Management likes to point out the 12.5% average pay increase as of 1/1/2017 and 5% pay increase effective January 1st, 2018. However, they don’t go into detail and tell us that it was offset by the adjustment to our profit sharing.
On the Q4 2016 earnings call held on January 26, 2017 at 10:00 AM ET Savanthi N. Syth, an Analyst at Raymond James & Associates, Inc. inquired about how our wages and profit sharing would affect costs. This is the response he was given:
“And in terms of salaries and wages, the biggest impact for 2017 was about half a point which was essentially the net of the investment we made in our crew members offset by the adjustment to our profit-sharing payout model.
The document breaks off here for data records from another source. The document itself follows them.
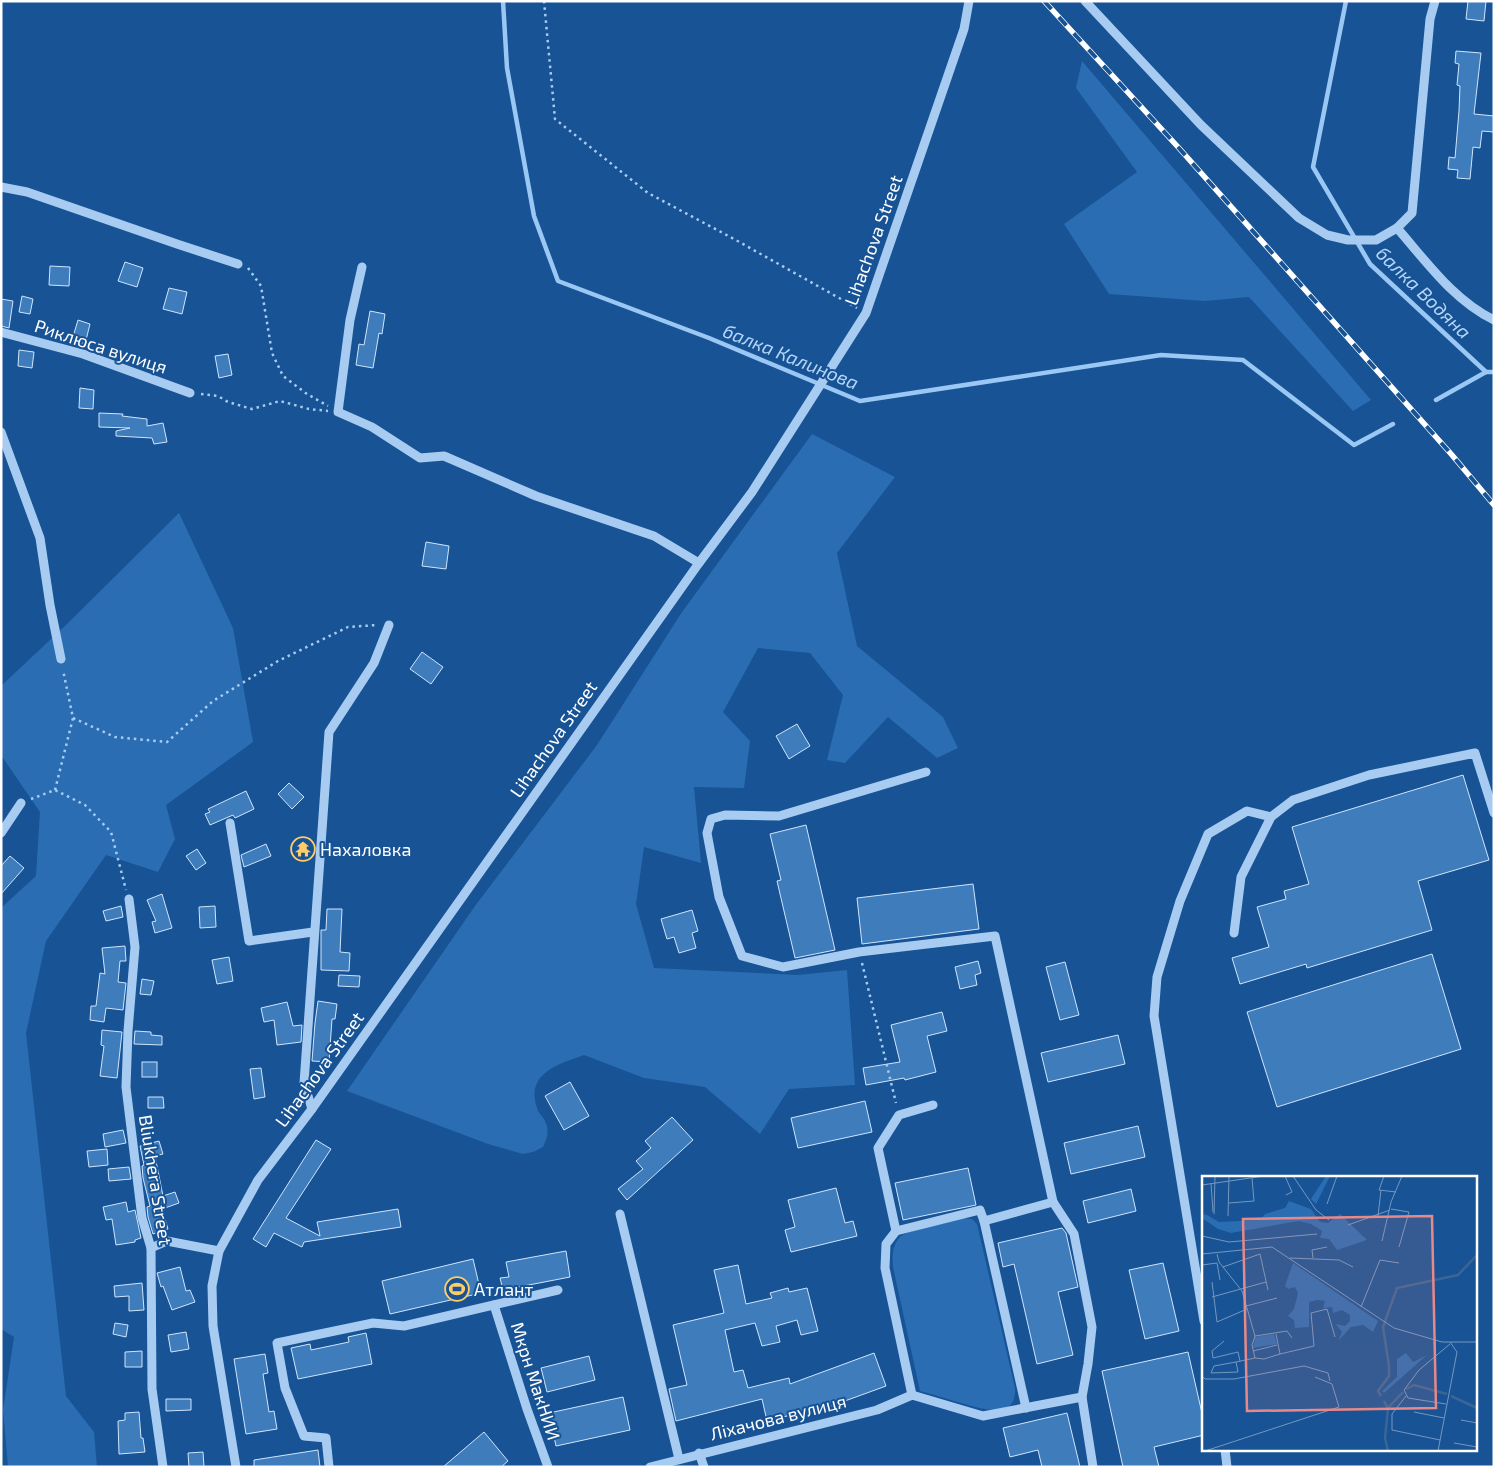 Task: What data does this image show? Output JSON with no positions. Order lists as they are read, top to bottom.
{
  "streets": {
    "street": [
      "Lihachova Street",
      "Риклюса вулиця",
      "Bliukhera Street",
      "Мкрн МакНИИ",
      "Ліхачова вулиця"
    ]
  },
  "water": ["балка Водяна", "балка Калинова"],
  "places": {
    "temple": ["Нахаловка"],
    "sports": ["Атлант"]
  }
}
But other than that, we didn't – we don't have a significant impact from that line in 2017.” -James E. Leddy - JetBlue Airways Corp.
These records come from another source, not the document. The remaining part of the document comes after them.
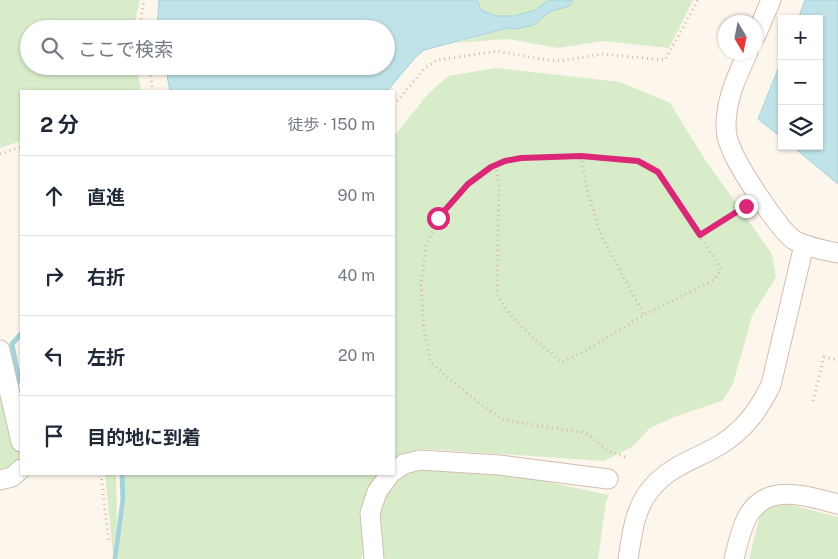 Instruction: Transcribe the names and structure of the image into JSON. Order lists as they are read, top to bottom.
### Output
{
  "north": "bottom",
  "page": {
    "map_buttons": ["+", "−"],
    "search": "ここで検索",
    "heading": ["2 分", "徒歩 · 150 m"],
    "list": [
      ["直進", "90 m"],
      ["右折", "40 m"],
      ["左折", "20 m"],
      "目的地に到着"
    ]
  }
}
FACT: RAISE OFFSET BY THE ADJUSTMENT TO OUR PROFIT SHARING PAYOUT MODEL
Our stockholders and investors must be relieved our “raise” had little impact on the bottom line! We also wonder how you can call it a raise if you are taking from one benefit to “offset” another.
While profit sharing might be a non-negotiable item, most of the items that affect our compensation are. We believe, through collective bargaining and with the support of the TWU, that we can improve our total compensation package in a way that reflects the contribution all Inflight Crewmembers make to create such a profitable and successful airline. The best part is we all get to vote to accept or reject the proposals in our first contract, which is something the Direct Relationship and IFCAT don’t offer. Voting YES for TWU gives us real power to produce the changes, improvements, and protections the thousands of you that signed cards seek.